エムドゲインゲルの適応基準は以下のとおりです。 blanc-dental(https://blanc-dental.jp/column/emd/)
水平性骨欠損や、周囲の骨が全体的に溶けているケースには適応できません。 根分岐部病変も原則適応外です。意外ですね。 tsubokawa-dental(https://www.tsubokawa-dental.com/treatment/regeneration.html)
さらに全身状態も選択に大きく影響します。重度の糖尿病で血糖コントロールが不良な患者、ビスフォスフォネート製剤を長期服用している患者、喫煙者は、治癒能力の低下や感染リスクの高さから適応外となるか、効果が著しく減弱します。 喫煙者にとっては厳しいところですね。 harutadental(https://www.harutadental.com/archives/1819)

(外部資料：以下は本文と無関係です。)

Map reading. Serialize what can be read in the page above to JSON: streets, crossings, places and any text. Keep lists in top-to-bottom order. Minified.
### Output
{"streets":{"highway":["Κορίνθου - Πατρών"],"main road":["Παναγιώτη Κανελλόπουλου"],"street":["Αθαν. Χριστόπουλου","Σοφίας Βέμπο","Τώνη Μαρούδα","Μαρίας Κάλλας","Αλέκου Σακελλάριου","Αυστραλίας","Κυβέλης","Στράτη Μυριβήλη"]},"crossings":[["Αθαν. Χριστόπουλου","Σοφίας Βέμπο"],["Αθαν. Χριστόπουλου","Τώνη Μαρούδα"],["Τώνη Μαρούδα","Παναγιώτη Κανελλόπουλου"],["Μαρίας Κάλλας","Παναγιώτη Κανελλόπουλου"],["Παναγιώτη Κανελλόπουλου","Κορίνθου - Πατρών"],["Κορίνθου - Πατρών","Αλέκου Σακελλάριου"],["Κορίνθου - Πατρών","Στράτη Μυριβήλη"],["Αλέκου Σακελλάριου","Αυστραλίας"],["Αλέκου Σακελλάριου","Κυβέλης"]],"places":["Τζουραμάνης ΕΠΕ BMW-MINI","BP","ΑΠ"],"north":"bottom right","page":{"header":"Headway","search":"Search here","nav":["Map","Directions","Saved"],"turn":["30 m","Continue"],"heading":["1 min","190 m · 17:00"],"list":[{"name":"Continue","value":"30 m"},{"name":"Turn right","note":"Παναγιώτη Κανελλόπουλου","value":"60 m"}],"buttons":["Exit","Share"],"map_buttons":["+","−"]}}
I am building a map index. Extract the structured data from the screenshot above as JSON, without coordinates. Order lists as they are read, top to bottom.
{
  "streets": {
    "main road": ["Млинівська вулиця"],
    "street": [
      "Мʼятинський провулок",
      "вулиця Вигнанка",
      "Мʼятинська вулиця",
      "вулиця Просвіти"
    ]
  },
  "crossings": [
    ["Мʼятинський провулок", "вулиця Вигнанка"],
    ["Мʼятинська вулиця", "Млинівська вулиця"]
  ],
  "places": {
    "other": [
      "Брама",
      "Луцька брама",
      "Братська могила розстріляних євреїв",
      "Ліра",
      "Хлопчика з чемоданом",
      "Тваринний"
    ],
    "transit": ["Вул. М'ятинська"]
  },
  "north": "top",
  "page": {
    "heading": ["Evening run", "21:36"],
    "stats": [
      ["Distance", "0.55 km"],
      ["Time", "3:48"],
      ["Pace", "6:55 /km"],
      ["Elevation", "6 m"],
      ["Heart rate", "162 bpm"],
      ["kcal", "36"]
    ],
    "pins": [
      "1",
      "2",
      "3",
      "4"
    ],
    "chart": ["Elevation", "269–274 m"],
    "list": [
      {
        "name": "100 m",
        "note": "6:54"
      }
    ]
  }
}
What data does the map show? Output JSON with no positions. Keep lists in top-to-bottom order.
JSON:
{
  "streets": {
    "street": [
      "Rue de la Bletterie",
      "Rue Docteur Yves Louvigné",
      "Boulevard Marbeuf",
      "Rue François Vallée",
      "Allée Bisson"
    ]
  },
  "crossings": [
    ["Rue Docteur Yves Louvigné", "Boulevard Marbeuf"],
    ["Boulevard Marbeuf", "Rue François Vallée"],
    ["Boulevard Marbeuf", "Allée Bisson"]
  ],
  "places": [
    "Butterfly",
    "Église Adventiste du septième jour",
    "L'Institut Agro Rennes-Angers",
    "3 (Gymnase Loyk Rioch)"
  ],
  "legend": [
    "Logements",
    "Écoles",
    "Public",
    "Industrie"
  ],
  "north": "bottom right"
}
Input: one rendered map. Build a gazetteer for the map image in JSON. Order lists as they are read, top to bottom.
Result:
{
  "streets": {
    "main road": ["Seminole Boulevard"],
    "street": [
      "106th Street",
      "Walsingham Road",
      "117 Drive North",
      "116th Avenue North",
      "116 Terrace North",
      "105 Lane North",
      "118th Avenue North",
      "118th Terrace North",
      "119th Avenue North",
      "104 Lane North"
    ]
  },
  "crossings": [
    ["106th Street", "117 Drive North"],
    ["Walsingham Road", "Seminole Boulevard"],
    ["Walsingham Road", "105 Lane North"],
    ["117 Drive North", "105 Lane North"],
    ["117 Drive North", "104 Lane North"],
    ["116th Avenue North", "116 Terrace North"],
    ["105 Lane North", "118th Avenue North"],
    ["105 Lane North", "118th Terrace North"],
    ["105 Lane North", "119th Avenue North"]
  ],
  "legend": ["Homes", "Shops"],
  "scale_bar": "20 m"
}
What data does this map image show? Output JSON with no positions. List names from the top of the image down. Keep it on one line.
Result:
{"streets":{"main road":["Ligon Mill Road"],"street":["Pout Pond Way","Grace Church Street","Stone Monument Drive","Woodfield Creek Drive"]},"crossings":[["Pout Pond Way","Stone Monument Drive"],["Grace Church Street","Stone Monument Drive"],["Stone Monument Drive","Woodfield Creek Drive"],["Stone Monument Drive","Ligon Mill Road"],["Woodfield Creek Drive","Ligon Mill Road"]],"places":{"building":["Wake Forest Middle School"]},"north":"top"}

術前にプラークコントロールが良好であれば成功率は90%以上に達するとの報告がありますが、セルフケアが不十分なまま手術に進むと再生が得られない可能性が高まります。 これを知らないと、高額な費用を支払った患者からのクレームに直結します。適応症例の精査こそが費用対効果を守る最大の手段です。 makoto-doo(https://www.makoto-doo.com/column/%E6%AD%AF%E3%82%92%E6%AE%8B%E3%81%97%E3%81%9F%E3%81%84%E3%81%82%E3%81%AA%E3%81%9F%E3%81%B8%EF%BD%9C%E6%AD%AF%E5%91%A8%E7%B5%84%E7%B9%94%E5%86%8D%E7%94%9F%E7%99%82%E6%B3%95%E3%81%A7%E5%81%A5%E5%BA%B7/)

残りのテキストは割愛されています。